An influential group that studies the economic burden of medical care has temporarily removed from its website a draft report about the cost-effectiveness of drugs to treat rheumatoid arthritis amid questions about the modeling researchers used in their analysis.
The group initially did little to explain the move, despite having issued a press release for the document last week, replacing the report’s page with a brief statement:
ICER is reevaluating its approach to the Draft Evidence Report and the Draft Voting Questions. We will update this site as needed.
However, after Retraction Watch inquired about the withdrawal, the group has updated its website with some information.
The Institute for Clinical and Economic Review (ICER), which is based in Cambridge, Mass., issued the draft document on September 26. In a press release (now removed) announcing the report, ICER stated:
The Institute for Clinical and Economic Review (ICER) today released a Draft Evidence Report assessing the comparative clinical effectiveness and value of treatments for rheumatoid arthritis (RA). … ICER conducted economic analyses on the hēRo3 modeling platform to assess the long-term cost-effectiveness of these therapies. Consistent with our model transparency program, ICER is able to …securely share the economic model with manufacturers to better inform their public comments on this draft report.

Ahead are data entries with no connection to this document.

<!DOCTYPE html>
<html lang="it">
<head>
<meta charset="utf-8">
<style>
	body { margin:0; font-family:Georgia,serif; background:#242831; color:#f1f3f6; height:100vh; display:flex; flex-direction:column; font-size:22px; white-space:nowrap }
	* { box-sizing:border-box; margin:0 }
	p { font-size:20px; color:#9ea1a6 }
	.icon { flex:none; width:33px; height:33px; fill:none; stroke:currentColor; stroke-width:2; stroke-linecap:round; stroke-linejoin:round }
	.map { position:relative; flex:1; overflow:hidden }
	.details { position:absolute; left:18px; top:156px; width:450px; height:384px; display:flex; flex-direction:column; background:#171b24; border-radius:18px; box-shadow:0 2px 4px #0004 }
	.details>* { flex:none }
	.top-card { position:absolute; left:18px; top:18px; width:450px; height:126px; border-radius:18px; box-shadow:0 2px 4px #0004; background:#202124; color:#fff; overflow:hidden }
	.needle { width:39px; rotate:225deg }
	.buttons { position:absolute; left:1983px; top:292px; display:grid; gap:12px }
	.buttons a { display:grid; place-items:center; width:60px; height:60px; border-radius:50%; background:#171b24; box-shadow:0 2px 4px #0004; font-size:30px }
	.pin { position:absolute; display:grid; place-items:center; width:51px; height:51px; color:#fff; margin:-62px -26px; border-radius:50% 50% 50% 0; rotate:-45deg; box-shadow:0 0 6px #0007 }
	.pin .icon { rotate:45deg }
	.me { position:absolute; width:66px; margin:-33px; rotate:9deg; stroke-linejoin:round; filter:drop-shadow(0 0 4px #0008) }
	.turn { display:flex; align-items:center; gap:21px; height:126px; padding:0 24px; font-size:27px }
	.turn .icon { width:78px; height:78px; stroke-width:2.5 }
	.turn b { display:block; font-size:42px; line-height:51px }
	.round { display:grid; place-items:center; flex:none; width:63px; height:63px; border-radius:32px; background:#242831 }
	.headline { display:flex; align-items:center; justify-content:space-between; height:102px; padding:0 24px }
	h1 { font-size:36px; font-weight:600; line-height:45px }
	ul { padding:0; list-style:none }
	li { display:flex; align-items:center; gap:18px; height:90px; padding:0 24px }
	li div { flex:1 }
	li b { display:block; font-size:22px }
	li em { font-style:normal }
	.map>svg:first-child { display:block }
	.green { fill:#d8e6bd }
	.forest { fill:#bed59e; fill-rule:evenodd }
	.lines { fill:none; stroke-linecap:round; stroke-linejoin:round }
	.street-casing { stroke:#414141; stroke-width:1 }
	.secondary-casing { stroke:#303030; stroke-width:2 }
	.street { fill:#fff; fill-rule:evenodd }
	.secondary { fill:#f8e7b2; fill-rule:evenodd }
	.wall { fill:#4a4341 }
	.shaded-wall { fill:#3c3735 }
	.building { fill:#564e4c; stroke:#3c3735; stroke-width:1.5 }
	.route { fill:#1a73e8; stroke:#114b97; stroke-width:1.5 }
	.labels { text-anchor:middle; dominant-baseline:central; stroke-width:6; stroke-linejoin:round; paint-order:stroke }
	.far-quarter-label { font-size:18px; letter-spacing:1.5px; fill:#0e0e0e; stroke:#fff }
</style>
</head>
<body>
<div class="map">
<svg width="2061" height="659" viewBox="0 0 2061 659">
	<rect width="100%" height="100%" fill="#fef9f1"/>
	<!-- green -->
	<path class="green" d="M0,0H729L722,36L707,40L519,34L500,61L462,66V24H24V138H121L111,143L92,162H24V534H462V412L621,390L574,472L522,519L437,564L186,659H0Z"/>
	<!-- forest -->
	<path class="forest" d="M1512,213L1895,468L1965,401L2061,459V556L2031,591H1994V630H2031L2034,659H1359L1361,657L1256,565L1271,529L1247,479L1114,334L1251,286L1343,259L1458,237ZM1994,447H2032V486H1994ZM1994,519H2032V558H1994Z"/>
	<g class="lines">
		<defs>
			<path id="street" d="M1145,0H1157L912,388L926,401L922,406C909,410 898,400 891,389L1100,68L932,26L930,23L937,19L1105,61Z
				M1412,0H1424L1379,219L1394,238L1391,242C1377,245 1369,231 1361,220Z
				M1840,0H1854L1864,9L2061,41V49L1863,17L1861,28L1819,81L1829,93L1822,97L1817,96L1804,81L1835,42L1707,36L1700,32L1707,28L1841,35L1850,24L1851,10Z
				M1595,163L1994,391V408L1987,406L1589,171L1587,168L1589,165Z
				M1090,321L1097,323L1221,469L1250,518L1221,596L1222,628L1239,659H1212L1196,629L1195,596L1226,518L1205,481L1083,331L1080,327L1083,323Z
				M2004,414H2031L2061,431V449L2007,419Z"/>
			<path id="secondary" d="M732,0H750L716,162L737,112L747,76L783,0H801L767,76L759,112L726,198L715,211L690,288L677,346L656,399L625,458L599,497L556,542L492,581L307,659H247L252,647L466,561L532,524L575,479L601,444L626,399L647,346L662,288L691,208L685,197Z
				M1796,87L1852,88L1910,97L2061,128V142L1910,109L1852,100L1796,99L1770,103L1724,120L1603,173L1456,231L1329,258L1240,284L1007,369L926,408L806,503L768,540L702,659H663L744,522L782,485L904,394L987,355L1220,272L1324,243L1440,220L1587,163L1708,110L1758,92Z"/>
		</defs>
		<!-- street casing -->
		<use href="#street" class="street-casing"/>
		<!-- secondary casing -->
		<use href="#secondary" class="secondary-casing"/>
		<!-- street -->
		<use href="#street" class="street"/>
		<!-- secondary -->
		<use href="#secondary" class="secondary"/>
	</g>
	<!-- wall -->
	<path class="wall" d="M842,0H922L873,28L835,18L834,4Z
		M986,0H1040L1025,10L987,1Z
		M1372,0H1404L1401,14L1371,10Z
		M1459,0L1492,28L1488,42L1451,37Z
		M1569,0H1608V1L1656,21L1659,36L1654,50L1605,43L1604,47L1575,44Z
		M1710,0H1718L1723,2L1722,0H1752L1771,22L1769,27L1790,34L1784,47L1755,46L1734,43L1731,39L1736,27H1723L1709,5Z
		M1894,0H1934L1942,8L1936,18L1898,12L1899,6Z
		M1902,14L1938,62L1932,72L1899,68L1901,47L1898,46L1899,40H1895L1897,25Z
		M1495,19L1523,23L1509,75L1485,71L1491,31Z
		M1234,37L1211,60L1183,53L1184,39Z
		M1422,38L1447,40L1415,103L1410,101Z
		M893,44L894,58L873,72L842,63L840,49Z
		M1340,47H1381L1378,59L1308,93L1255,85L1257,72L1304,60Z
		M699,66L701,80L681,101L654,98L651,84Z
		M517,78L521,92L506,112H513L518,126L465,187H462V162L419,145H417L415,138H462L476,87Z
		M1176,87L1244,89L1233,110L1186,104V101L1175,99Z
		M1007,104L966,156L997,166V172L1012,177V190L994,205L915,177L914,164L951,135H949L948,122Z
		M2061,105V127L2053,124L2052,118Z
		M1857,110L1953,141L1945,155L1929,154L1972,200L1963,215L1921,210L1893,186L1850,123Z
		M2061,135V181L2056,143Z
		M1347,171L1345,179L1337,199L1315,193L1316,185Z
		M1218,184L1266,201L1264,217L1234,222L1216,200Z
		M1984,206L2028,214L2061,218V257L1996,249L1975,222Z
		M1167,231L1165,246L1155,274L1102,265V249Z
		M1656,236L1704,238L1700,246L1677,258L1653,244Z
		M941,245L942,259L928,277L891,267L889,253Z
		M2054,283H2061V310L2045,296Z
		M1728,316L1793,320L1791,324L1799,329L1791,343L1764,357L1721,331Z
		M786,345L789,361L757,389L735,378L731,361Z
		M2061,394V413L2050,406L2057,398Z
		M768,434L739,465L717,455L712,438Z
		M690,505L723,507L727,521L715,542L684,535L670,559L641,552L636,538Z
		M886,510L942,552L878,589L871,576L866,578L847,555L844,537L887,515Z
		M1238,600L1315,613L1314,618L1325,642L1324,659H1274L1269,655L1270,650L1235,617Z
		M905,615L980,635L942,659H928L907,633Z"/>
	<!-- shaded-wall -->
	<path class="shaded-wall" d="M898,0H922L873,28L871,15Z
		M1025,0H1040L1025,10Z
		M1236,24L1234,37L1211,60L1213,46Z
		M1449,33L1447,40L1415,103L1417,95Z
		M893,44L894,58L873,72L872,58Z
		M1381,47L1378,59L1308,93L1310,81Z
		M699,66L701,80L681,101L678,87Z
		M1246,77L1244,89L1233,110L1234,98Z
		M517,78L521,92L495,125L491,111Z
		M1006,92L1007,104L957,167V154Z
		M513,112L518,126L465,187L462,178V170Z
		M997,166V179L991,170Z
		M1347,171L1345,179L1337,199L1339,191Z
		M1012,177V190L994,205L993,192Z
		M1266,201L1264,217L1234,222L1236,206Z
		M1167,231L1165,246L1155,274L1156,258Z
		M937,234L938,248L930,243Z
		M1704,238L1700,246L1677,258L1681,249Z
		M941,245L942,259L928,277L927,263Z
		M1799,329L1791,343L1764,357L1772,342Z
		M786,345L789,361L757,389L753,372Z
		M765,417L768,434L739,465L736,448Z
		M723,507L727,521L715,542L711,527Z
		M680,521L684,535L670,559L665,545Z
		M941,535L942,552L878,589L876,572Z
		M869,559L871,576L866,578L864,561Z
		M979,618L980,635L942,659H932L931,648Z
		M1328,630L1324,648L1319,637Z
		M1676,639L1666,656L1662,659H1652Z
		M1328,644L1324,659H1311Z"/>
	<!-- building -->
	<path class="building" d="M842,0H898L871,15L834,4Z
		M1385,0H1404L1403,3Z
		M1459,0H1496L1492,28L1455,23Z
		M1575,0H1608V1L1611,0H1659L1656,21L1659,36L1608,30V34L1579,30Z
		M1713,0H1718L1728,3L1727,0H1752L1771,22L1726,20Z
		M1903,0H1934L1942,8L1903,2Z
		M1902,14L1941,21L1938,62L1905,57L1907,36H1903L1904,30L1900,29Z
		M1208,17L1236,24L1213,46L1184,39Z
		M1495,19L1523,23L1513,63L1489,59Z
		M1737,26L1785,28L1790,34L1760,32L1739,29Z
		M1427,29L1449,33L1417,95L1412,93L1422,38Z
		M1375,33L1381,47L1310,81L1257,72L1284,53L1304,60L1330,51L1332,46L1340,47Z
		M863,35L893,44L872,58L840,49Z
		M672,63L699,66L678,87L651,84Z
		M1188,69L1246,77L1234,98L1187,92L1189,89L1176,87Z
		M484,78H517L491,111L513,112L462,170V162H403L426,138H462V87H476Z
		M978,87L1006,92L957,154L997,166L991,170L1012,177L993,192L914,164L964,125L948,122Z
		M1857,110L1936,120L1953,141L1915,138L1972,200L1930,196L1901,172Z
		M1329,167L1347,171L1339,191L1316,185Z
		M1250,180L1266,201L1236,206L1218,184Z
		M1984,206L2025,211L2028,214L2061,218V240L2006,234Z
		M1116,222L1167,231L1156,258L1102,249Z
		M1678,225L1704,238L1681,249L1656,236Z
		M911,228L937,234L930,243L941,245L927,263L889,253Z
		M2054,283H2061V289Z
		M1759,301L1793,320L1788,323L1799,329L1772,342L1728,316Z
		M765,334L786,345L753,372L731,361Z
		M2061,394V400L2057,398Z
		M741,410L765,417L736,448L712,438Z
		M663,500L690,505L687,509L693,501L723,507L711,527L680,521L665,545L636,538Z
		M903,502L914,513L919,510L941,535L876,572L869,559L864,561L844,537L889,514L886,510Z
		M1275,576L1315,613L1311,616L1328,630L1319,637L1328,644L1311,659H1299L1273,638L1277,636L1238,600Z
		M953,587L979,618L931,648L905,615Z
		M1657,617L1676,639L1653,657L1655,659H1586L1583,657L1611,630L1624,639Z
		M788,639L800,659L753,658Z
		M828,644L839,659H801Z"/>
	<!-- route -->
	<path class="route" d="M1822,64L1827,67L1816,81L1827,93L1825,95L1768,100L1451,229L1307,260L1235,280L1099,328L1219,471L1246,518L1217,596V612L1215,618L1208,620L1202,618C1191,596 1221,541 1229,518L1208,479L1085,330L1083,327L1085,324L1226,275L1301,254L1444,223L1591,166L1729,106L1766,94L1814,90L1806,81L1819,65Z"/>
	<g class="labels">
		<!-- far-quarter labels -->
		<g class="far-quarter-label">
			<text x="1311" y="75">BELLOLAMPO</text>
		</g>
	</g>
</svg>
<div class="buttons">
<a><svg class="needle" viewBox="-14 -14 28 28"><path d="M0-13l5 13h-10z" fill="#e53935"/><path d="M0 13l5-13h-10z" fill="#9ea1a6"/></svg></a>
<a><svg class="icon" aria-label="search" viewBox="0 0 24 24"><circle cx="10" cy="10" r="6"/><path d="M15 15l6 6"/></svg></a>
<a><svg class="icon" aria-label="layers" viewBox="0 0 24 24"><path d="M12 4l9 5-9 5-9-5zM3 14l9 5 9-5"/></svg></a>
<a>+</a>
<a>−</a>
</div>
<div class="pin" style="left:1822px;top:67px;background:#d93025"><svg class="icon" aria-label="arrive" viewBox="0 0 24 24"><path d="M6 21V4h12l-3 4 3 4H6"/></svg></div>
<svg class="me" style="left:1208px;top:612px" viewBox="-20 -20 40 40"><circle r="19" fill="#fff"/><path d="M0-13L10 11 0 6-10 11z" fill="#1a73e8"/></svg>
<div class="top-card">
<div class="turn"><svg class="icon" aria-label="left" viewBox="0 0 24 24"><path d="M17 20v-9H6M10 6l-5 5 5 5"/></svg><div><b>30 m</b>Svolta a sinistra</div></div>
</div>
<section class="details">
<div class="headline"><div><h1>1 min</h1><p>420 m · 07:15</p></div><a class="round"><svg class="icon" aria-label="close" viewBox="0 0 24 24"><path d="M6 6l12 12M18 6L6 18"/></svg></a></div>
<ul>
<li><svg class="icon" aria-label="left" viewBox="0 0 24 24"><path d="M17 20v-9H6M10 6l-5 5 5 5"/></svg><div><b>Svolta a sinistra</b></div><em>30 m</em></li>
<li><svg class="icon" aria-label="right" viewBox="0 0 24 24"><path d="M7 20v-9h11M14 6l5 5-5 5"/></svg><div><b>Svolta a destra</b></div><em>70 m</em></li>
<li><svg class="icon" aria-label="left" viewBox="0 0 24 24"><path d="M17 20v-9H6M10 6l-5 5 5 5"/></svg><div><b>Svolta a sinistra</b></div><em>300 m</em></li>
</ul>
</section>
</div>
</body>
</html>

A post on FiercePharma, which first reported the take-down, said the document raised questions about the cost-effectiveness of three new RA drugs:
AbbVie’s Humira follow-up Rinvoq, Pfizer’s Xeljanz, and Eli Lilly and Incyte’s Olumiant. The first draft suggested that Rinvoq and Xeljanz offer “marginal” clinical benefits and that there isn’t enough data on Olumiant to do a proper cost-effectiveness analysis on it.
Revised report planned within a few days
Tuesday night, David Whitrap, the vice president for communications and outreach at ICER, told us:
Through discussions among our internal experts, we believe we have developed an approach to modeling these treatments in a manner that will be more accurate and reflective of real-world medical practice than what we had previously conceived. And instead of waiting until our Revised Evidence Report to make this adjustment, we felt the most appropriate approach in this scenario would be to issue a preliminary revision so that stakeholders and the general public will have more time to react to this improved method.
To maximize transparency, we immediately notified all of the key parties involved in this assessment, including each of the drugmakers and the relevant patient advocacy organizations.
Whitrap added that:
for each of our eight-month assessments, we publish an iterative series of reports – Draft, Revised, and Final – to encourage sufficient public engagement and feedback to ensure that our Final Reports are as accurate and comprehensive as possible. Because our assumptions and conclusions may change between these iterations, we encourage all stakeholders to focus on the Final reports.
In the case of this particular Draft Evidence Report on treatments for rheumatoid arthritis, we decided to reevaluate the modeling approach we used in the document we published on September 26, and we plan to repost a new Draft within the next several days. We still will have a full Public Comment period on the forthcoming Draft report, and we anticipate that the comments will be more productive now that they can react to our latest thinking – as opposed to what was published last week.
As we initially planned, we will host a public meeting to deliberate on our Revised Evidence Report on November 19, and then publish our Final Evidence Report on December 16.
This is not the first such case we’ve reported on. In 2017, the RAND think tank pulled and reissued a report its researchers had written about the mistreatment of children, in response to a barrage of criticism about the initial version.
Update, 2345 UTC, 10/14/19: The report has been republished, with this note:
After initially publishing an earlier version of this Draft Evidence Report on September 26, 2019, ICER’s internal reviewers identified the need to reevaluate some of the assumptions and calculations in the report to better align our economic modeling with how patients transition between these therapies in the real world. In our updated model, patients that are failed by first-line treatment now transition to a market basket of targeted immune modulators, instead of palliative care. Also, because clinical differentiation between these therapies is uncertain over time, we will now analyze their cost-effectiveness in the first year of use, instead of over a patient’s lifetime. See the introduction on Page 1 of this Draft Evidence Report for more details.